2. Regarding Footnote 3 to the fee table, if a fund’s expense reimbursement is subject to recoupment, this footnote should also disclose the terms of the expense reimbursement arrangement and confirm that any recoupment is limited generally to three years from the date of the reimbursement. Please additionally disclose that any such recoupment will not cause the Fund’s expense ratio to exceed either: (i) the expense cap in effect at the time of the reimbursement; or (ii) the expense cap in effect at the time of recoupment.

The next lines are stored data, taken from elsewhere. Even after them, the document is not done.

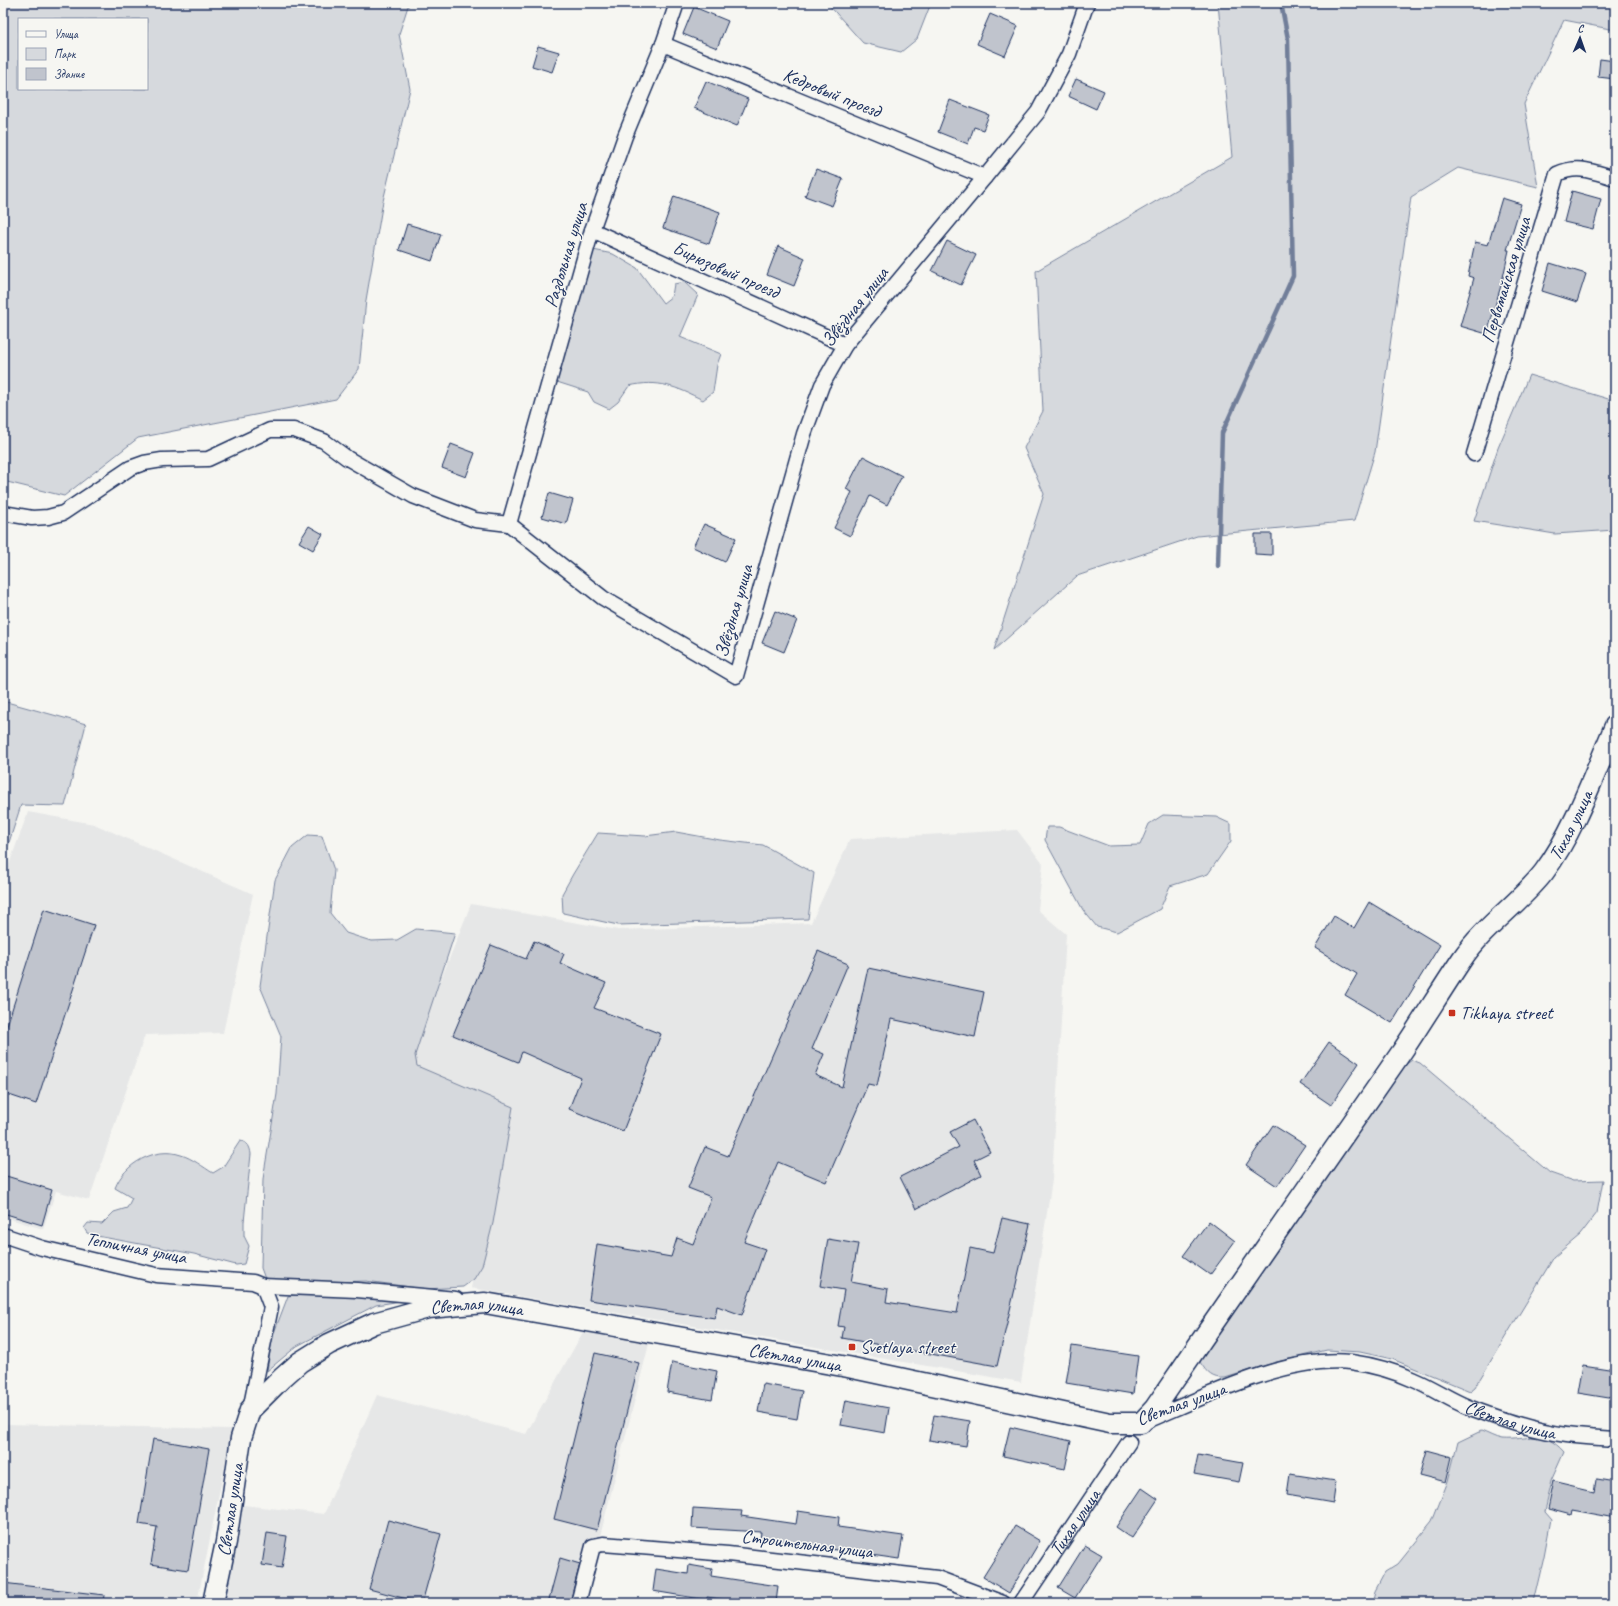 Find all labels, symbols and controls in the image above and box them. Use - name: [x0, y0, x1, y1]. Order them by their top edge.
- legend: [18, 18, 148, 90]
- north arrow: [1560, 18, 1600, 58]
- text: С: [1577, 21, 1585, 35]
- text: Улица: [54, 26, 79, 42]
- text: Парк: [54, 46, 77, 62]
- street label: Кедровый проезд: [780, 63, 886, 124]
- text: Здание: [54, 66, 85, 82]
- street label: Раздольная улица: [539, 198, 594, 310]
- street label: Первомайская улица: [1475, 213, 1537, 346]
- street label: Бирюзовый проезд: [669, 236, 785, 305]
- street label: Звёздная улица: [816, 261, 895, 352]
- street label: Звёздная улица: [709, 561, 759, 660]
- street label: Тихая улица: [1543, 785, 1599, 865]
- place label: Tikhaya street: [1460, 1001, 1554, 1025]
- marker: Tikhaya street: [1447, 1008, 1457, 1018]
- street label: Тепличная улица: [83, 1226, 190, 1270]
- street label: Светлая улица: [429, 1291, 527, 1322]
- place label: Svetlaya street: [860, 1335, 957, 1359]
- street label: Светлая улица: [747, 1338, 845, 1378]
- marker: Svetlaya street: [847, 1342, 857, 1352]
- street label: Светлая улица: [1133, 1376, 1231, 1431]
- street label: Светлая улица: [1461, 1395, 1560, 1446]
- street label: Светлая улица: [211, 1459, 250, 1558]
- street label: Тихая улица: [1044, 1483, 1107, 1560]
- street label: Строительная улица: [740, 1524, 875, 1564]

Response: As disclosed in Footnote 3 to the fee table, the Fund’s expense reimbursement is subject to recoupment by the administrator during the same fiscal year as the reimbursement to the extent actual expenses are less than any contractual expense cap in place during such year. As such, any recoupment will occur within three years from the date of the reimbursement. Additionally, because the Fund’s contractual expense cap typically does not change during the Fund’s fiscal year, any recoupment would not cause the Fund’s total annual fund operating expenses to exceed the expense limit in effect
at the time of reimbursement or at the time of recoupment. In connection with the extension of the expense reimbursement described in the response to Comment 1, however, the Registrant agrees to add the following clarifying language to Footnote 3 to the fee table (addition in bold/underline):
Amounts reimbursed may be recouped by the administrator during the same fiscal year to the extent actual expenses are less than any contractual expense cap in place during such year. Pursuant to this arrangement, the administrator may recoup from the Fund any reimbursed expenses during the same fiscal year if such recoupment does not cause the Fund’s Total Annual Fund Operating Expenses after such recoupment to exceed (i) the expense limit in effect at the time of the reimbursement; or (ii) the expense limit in effect at the time of recoupment.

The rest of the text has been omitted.